AMMAN (Reuters) - Syrian rebels killed 23 government soldiers on Monday, activists said, and efforts to find a viable political alternative to Bashar al-Assad faltered when an opposition group said it would boycott Arab-backed talks to unite its splintered ranks.

The latest bloodshed centered in the town of Rastan, where opposition sources said President Assad's forces killed nine other people, further unraveling a month-old U.N. ceasefire pact that is being overseen by international monitors.

Rastan, 180 km (110 miles) north of Damascus, has slipped in and out of government control during a 14-month-old uprising in which peaceful protest has given way to a sectarian-tinged insurgency that answers Assad's violent bid to crush unrest.

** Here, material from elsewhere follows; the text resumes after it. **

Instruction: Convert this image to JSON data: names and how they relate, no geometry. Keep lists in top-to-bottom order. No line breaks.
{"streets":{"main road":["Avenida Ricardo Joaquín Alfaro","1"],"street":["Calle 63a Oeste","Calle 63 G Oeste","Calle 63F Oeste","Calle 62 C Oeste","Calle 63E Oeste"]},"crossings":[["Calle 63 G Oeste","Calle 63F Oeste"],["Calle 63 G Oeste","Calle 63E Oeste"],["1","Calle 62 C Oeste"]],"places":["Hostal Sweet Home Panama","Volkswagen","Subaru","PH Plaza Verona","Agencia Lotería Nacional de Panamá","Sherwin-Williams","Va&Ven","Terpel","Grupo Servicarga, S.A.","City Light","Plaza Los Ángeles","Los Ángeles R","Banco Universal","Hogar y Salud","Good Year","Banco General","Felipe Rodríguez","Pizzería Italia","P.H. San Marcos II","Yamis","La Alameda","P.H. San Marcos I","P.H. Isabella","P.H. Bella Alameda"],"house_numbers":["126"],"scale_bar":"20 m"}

Opposition activists said the 23 soldiers were killed during clashes at dawn that followed heavy army shelling of Rastan.

"Shells and rockets have been hitting the town since three a.m. (midnight GMT) at a rate of one a minute. Rastan has been destroyed," a member of the rebel Free Syrian Army in Rastan who declined to be named told Reuters by satellite phone.

He said that among those killed was Ahmad Ayoub, an FSA commander whose fighters were battling army forces he said were comprised of elite units and members of Military Intelligence.

The Britain-based Syrian Observatory for Human Rights said rebels destroyed three armored personnel carriers and seized two others, capturing around 15 soldiers.

The Syrian official news agency SANA said Abdelaziz al-Hafl, a tribal notable in the oil-producing province of Deir al-Zor, was assassinated on Monday along with his son.

Opposition sources said Hafl was the 17th pro-Assad figure slain in the eastern province in recent months.

A member of Hafl's tribe said he had been repeatedly warned by insurgents to stop cooperating with the secret police, "but he did not heed the warnings and was bumped off today".


There was no independent confirmation of any of the reports of fighting and killing from inside Syria, which has severely limited media access over the course of the uprising.

Syria's Sunni Muslim majority is at the forefront of the revolt against the authoritarian Assad, whose minority Alawite sect is an offshoot of Shi'ite Islam. Assad's government says it is fighting a terrorist attempt to divide Syria.

OPPOSITION GROUP DEBATES LEADERSHIP

The exile group that claims the right to speak for the political opposition to Assad, the Syrian National Council (SNC), said it would not join Arab League-brokered talks set for Wednesday and Thursday aimed at healing its divisions.

"The SNC will not be going to the meeting in Cairo because it (the Arab League) has not invited the group as an official body but as individual members," Ahmed Ramadan told Reuters in Rome, where the group is trying to decide its leadership.

Political jockeying within the SNC has prevented it from gaining full international recognition as the sole representative of the anti-Assad movement. Executive members told Reuters they may choose a new president or restructure the council in a bid to garner broader support.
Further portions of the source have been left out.